Alina mengerutkan dahinya bingung, "pulang?"
"Iya Alina, pulang ke rumah kita."
Alina menggeleng keras. "Engga Ayah, Alina gak mau. Di rumah itu Alina kesepian, Ayah gak memperdulikan Alina. Alina memang gak seberharga itu di mata Ayah."

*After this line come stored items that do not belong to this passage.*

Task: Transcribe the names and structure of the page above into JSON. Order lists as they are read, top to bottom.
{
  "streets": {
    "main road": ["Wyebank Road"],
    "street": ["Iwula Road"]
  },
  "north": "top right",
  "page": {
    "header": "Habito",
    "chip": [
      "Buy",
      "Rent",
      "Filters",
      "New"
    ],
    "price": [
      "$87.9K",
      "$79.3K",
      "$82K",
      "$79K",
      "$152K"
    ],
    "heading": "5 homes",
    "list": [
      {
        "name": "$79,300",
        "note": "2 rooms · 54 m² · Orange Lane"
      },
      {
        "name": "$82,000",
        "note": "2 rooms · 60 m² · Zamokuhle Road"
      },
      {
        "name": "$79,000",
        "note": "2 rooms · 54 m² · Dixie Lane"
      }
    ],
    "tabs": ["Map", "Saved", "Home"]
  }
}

"Kamu salah, Alina. Kamu justru sangat berharga di mata Ayah. Mungkin, kamu merasa memang sikap Ayah semakin dingin ke kamu. Tapi sebenarnya Ayah sangat peduli kepadamu, kamu sangat berarti buat Ayah. Kehilangan ibumu membuat Ayah sangat terpuruk. Ayah tahu kamu juga merasakan hal yang sama. Namun bagi ayah, melihat wajahmu yang begitu mirip dengan ibumu membuat ayah semakin terpuruk. Ayah semakin merasakan kehilangan yang selalu berujung dengan tangisan yang tidak ada henti dan membuat Ayah tidak ada gairah untuk melakukan apa-apa. Ayah gak mau lemah sayang. Kalau ayah lemah, kehidupan kamu akan terancam. Pendidikanmu, makanmu, pasti akan terancam jika Ayah lemah, " jelas ayah yang kemudian meraih kedua tangan Alina.
"Kalau ayah memang tidak bisa melihat wajah alina, lebih baik alina di sini kan?" ayah tidak akan pernah melihat wajah alina, ayah juga tidak akan menjadi lemah lagi." Alina menyeka air matanya.
"Bukan seperti itu, alina. Ayah cuma membutuhkan waktu, Nak. Mungkin, sebelumnya Ayah berfikir semuanya akan berjalan normal. Namun, setelah melihatmu begini Ayah sadar seharusnya kita berusaha bangkit bersama. Alina walaupun sedikit terlambat, izinkan Ayah untuk memperbaiki semuanya. Ayo ikut ayah untuk kembali ke dunia, Nak. Kita ukir bersama bahagianya kita di atas bayangan Ibu," ajak ayah. Alina tertegun mendengar perkataan ayah. Sorot mata ayah terlihat begitu tulus untuk mengajaknya kembali.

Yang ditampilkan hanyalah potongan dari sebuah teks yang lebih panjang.